Saturday, August 8, 2009

Jean Vigo: Joy is now

Jean Vigo (1905-34) was the son of a French anarchist and consumptive. He made only four films in his short life. His first and third films À propos de Nice (About Nice 1930) and Zéro de conduite (Zero for Conduct 1933) are exhilarating forays into an artist’s discovery of cinema as personal expression. These two films are anarchic joyous experiments in which we enter the world of a magic lantern. A mosaic surprise of the potential of cinema to not only observe the concrete in new ways but to express our humanity, to wonder, to rebel, and to laugh.

 
À propos de Nice

À propos de Nice is a silent 23 minute candid documentary study of the people of Nice at play.
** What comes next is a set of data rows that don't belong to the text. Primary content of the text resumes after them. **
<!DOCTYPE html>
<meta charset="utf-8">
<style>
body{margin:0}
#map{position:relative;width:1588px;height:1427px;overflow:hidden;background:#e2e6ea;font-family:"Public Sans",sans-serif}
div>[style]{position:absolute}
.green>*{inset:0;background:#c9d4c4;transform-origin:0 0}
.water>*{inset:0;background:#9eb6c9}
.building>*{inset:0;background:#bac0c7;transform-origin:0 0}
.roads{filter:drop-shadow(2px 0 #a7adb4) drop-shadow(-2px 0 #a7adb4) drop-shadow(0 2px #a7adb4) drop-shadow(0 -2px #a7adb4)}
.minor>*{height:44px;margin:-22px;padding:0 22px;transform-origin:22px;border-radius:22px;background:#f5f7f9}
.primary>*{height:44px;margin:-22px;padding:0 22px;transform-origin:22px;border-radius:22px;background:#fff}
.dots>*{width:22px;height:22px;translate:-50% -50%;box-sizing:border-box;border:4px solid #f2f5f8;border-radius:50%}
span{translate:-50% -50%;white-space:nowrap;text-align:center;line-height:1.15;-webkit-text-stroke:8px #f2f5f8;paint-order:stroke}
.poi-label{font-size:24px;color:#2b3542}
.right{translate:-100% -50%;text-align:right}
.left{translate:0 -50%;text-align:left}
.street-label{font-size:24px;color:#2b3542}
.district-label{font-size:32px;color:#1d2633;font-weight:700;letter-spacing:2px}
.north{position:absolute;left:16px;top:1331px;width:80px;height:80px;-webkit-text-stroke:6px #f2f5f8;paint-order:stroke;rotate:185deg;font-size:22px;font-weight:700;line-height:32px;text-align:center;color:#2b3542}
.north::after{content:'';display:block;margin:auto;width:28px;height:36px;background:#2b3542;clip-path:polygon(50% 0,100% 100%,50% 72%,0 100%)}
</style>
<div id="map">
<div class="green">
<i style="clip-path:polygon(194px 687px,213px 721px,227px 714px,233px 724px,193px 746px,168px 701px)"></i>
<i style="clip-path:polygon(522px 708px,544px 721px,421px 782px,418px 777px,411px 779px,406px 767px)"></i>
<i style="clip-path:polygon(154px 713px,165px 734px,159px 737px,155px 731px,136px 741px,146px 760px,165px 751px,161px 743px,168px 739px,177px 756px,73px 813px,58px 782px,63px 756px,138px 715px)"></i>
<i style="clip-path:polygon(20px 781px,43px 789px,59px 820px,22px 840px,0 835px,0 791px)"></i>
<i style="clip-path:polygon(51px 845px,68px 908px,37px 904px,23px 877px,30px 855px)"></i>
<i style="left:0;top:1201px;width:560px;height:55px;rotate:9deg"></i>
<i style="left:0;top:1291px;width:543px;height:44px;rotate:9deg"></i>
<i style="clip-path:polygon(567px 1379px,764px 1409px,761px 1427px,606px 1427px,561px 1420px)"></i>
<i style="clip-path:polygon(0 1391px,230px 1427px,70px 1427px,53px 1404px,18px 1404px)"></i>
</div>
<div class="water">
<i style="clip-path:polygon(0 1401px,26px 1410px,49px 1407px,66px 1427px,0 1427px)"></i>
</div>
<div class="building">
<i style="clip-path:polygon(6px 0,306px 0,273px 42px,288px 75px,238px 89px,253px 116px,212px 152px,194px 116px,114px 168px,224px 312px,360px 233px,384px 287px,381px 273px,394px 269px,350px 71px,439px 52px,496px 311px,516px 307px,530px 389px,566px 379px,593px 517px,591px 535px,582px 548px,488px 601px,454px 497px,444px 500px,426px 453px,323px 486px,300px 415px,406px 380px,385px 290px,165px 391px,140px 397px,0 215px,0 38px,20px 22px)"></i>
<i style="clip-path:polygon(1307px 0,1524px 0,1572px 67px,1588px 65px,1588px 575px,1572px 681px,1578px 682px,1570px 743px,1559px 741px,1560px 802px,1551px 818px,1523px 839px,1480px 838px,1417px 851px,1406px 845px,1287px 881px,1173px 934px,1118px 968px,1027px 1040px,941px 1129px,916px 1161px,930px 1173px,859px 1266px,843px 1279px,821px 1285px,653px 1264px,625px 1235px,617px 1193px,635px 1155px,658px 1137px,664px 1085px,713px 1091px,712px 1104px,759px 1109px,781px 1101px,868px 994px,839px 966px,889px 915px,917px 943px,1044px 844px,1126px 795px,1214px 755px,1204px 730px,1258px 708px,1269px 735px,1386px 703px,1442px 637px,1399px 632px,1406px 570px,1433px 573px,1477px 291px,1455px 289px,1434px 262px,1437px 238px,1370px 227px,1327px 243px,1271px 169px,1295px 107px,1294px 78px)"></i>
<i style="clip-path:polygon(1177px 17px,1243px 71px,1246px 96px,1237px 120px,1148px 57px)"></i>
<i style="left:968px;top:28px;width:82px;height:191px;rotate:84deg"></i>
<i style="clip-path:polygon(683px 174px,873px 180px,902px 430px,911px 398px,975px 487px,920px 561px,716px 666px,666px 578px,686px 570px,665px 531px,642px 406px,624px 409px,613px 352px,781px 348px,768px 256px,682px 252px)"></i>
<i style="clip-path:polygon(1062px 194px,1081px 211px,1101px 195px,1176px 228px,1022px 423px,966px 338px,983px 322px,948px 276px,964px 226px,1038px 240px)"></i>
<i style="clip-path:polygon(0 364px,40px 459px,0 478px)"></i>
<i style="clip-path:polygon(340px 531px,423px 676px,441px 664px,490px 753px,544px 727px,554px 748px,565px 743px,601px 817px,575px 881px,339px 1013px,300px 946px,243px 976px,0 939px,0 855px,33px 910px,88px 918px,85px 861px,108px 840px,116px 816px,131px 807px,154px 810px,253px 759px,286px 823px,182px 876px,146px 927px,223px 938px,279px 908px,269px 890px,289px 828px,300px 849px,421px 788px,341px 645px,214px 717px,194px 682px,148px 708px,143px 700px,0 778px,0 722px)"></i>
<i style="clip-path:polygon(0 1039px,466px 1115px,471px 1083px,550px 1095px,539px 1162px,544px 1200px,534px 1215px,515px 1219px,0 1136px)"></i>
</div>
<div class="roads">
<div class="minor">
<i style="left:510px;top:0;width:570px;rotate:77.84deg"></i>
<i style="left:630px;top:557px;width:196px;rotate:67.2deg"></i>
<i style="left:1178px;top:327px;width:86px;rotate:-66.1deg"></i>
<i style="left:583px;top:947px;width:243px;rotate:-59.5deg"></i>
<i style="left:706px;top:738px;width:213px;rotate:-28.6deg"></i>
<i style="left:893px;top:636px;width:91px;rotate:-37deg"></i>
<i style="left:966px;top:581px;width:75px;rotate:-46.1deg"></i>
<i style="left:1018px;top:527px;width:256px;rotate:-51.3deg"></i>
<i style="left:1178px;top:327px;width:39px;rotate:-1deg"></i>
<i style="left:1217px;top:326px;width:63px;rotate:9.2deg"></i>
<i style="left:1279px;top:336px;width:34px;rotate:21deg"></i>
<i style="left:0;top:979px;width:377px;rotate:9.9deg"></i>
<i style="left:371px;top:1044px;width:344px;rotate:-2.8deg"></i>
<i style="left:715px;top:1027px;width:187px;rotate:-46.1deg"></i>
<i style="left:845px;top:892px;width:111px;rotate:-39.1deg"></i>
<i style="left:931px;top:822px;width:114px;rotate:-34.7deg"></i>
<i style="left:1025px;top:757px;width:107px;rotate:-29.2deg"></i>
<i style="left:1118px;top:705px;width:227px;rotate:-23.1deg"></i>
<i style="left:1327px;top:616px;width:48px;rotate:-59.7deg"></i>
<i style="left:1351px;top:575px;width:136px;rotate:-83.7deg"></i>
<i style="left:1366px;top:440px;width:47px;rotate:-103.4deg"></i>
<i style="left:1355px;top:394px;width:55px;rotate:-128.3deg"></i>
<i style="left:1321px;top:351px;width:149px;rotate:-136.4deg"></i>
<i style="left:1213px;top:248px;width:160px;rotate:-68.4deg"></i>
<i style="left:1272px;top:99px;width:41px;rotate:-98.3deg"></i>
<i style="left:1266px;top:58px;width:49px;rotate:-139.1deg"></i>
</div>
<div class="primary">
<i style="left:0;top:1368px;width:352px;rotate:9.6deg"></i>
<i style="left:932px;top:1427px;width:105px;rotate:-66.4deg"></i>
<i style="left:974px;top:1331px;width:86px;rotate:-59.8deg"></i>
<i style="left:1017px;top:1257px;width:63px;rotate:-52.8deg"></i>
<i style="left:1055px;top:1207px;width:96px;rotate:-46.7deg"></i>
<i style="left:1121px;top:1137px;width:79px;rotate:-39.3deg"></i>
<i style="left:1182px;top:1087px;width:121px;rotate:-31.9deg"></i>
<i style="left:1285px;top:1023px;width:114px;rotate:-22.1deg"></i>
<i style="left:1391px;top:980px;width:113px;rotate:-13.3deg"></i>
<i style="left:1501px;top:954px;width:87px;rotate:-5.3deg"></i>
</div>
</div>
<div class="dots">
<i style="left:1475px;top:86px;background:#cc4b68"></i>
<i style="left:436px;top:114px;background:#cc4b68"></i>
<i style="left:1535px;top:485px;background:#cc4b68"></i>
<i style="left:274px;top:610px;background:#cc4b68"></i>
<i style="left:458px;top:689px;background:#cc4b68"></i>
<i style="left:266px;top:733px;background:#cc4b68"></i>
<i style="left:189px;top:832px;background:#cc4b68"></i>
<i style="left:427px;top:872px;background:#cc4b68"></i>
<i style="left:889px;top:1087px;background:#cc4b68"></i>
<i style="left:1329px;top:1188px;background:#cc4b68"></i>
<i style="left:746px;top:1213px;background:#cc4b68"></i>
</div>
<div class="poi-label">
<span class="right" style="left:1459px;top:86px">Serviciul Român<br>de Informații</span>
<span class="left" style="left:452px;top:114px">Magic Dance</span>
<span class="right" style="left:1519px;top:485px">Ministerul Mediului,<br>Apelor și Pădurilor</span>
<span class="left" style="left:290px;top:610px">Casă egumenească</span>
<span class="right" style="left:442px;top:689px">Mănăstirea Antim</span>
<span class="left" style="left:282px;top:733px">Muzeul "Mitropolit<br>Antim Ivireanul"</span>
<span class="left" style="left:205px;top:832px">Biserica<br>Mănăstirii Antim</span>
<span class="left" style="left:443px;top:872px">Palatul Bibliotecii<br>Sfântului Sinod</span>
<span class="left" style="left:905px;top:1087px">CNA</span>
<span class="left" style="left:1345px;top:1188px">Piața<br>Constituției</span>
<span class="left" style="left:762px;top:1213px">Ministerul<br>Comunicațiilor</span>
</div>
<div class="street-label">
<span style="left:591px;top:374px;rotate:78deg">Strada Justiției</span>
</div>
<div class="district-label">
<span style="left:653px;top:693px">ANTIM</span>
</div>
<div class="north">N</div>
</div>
The bored stuffy bourgeoisie sunning at the beach are contrasted with the less privileged enjoying simple pleasures in the littered streets of the workers' suburbs. The joy of Carnivale and the angst of its aftermath are giant exotic paper-mache masks donned and then discarded, flowers lovingly thrown and then seen rotting on the empty road. Young women dance with abandon and uninhibited sensuality. Tall industrial chimneys billow smoke into the sky an uncanny premonition of the industrial stacks of Ozu's Tokyo Story. A chic young woman reclining on a cafe chair is cheekily undressed until she is naked, and a man sun-bathing turns black. Capricious satire and sweet melancholy. Working men laughing and kids playing on the streets. The camera swoops up and around at luxury hotels and cuts to the narrow alleys of teeming tenements. A true kaleidoscope... like life itself too short.

 
Zéro de conduite

Zéro de conduite a 43 minute fiction talkie of boys at an elementary boarding school rebelling at the mindless discipline, is not only anarchic, but inspired comic lunacy from a fountainhead of deep love for childhood, and the joy of life lived with spontaneity and without pretense. A new teacher points the way: he is indulgent and playful. He is awed by everything. In the playground he suddenly starts impersonating Chaplin's tramp, then grabs a ball from the boys and runs. On an excursion into the town he leads the boys a merry chase after a young woman he fancies, and while she runs you see she is having as much fun as we are in the audience. The rebels take to the roof on a civic occasion and pelt the literally stuffed shirts from the Board of Governors on the dais below with rubbish. The stern midget principal with a beard nearly as long as he is short scurries away for shelter. Surrealism as fun shot at all angles and in frenetic montage, with a liberating asynchronous score of unbridled vitality. Mad pillow fights, irreverent language, and kids sick of eating beans throwing them at each other... Zero for conduct!